# [AVAILABLE DATA]
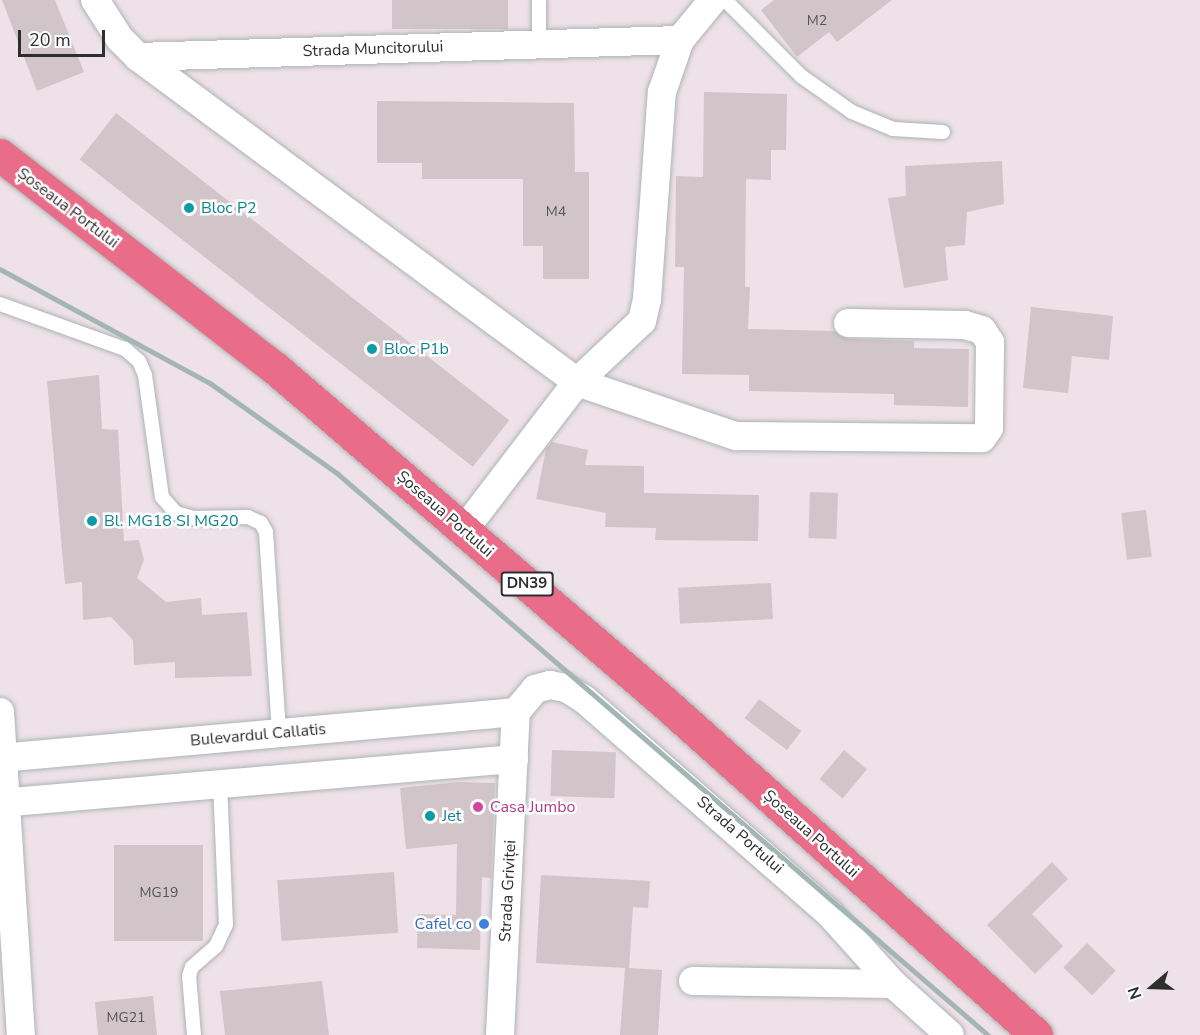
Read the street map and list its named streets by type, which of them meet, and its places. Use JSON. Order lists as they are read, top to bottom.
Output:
{
  "streets": {
    "main road": ["Șoseaua Portului", "DN39"],
    "street": [
      "Strada Muncitorului",
      "Bulevardul Callatis",
      "Strada Portului",
      "Strada Griviței"
    ]
  },
  "crossings": [
    ["Bulevardul Callatis", "Strada Portului"],
    ["Bulevardul Callatis", "Strada Griviței"],
    ["Strada Portului", "Strada Griviței"]
  ],
  "places": [
    "Bloc P2",
    "Bloc P1b",
    "Bl. MG18 SI MG20",
    "Casa Jumbo",
    "Jet",
    "Cafel co"
  ],
  "house_numbers": [
    "M2",
    "M4",
    "MG19",
    "MG21"
  ],
  "scale_bar": "20 m",
  "north": "left"
}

# [THE TASK]
Go through the lines above and write each one out verbatim, skipping the pictures.

# [WRITTEN SOLUTION]
Read the street map and list its named streets by type, which of them meet, and its places. Use JSON. Order lists as they are read, top to bottom.
Output:
{
  "streets": {
    "main road": ["Șoseaua Portului", "DN39"],
    "street": [
      "Strada Muncitorului",
      "Bulevardul Callatis",
      "Strada Portului",
      "Strada Griviței"
    ]
  },
  "crossings": [
    ["Bulevardul Callatis", "Strada Portului"],
    ["Bulevardul Callatis", "Strada Griviței"],
    ["Strada Portului", "Strada Griviței"]
  ],
  "places": [
    "Bloc P2",
    "Bloc P1b",
    "Bl. MG18 SI MG20",
    "Casa Jumbo",
    "Jet",
    "Cafel co"
  ],
  "house_numbers": [
    "M2",
    "M4",
    "MG19",
    "MG21"
  ],
  "scale_bar": "20 m",
  "north": "left"
}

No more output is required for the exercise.